Looking at this again from the viewpoint of my past skepticism, which I’ve since held, we can’t believe the government on many things, knowing the Pentagon has created both anti-UFO and pro-UFO stories to coverup secret programs. And just because a widespread phenomenon exists subjectively experienced, doesn’t make it true. Even the most credible witnesses can be unintentionally fooling themselves to believe an experience to be true, when it isn’t.
In the case of Bob Lazar, whose case was my tipping point moving beyond skepticism, I have to challenge myself and say he could be an otherwise very sane and honest man whose mind went wild embellishing a story which he believes to be true, but isn’t.

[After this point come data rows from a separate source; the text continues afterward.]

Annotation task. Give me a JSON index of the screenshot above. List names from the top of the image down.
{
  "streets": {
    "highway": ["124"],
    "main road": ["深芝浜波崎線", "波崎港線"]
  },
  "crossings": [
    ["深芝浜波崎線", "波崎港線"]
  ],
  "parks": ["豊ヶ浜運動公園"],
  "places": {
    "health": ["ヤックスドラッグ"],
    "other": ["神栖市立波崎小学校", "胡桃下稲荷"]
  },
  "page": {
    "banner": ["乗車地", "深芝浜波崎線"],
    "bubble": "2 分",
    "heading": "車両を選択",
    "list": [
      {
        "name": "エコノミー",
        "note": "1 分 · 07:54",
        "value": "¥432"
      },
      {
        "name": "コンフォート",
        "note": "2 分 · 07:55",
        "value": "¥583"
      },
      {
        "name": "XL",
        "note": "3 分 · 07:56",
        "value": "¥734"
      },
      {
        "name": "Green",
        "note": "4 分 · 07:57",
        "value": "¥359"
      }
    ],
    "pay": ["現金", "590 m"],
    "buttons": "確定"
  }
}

He could be the most credible and like able man on Earth, and otherwise very sane, but something psychological in him could have created false, distorted memories or perceptions.
I can say the same for people I’ve known who claimed to see things.

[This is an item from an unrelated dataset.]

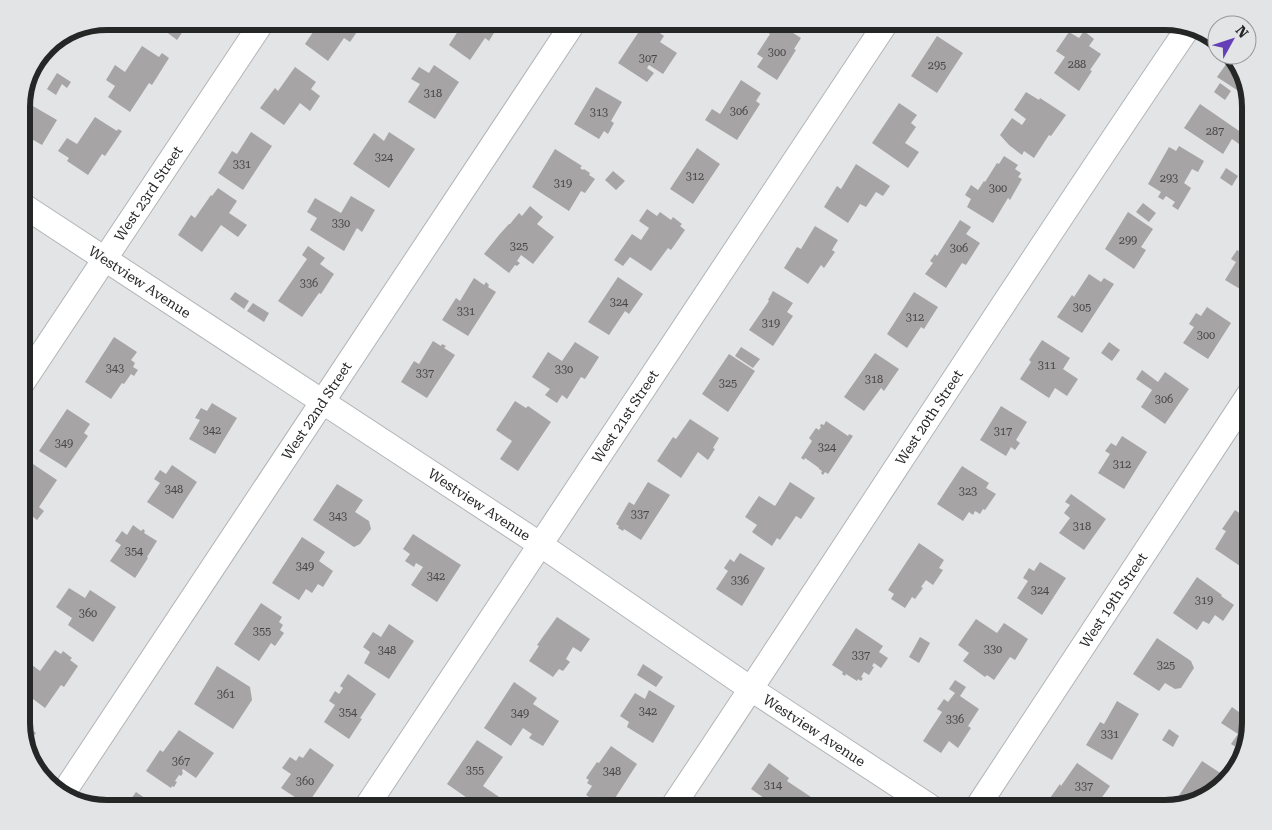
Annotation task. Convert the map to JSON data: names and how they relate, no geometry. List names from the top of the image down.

I have no theoretical problem with the concept of aliens and UFOs, as long as nothing contradicts an article of Faith in which case I reject it. I can see evidence for them which can seem overwhelming, but there is also much evidence to debunk the narrative. There is just too much overlap between UFOology and the new age, the occult, and the demonic for these to not to be the main causes if not not exclusive explanations.
Also, if we can harness nuclear energy, make nuclear weapons, create electromagnetic pulse weapons when if detonated over a country would send it back to the stone ages, fly to and land on the moon, then it is plausible some government has already learned the science for these kind of craft and are keeping them secret. That objectively is more plausible than little green men from light years away, who would come all this way to observe and do experiments on us.
What got me to back off on my conclusion was after I listened to part of an audiobook online claiming to be a released interview of an alien from Roswell conducted by a military nurse. To put it lightly, it was a brief disturbance to my faith and Christian worldview, to find out hours later it was a fraud, really a work of science fiction by a Scientology science fiction author trying to deceive people into believing in their wacky Scientology beliefs about Earth and the universe. Yet it is still presented online like it is the real deal.
It makes for an interesting diversion, but I regret taking it as seriously as I did recently. In the end we have one life to live, and will never know all the mysteries of the universe in our lifetime. And yet there is overwhelming, conclusive evidence for God, Christ, the truths of the Catholic Church, heaven, and hell.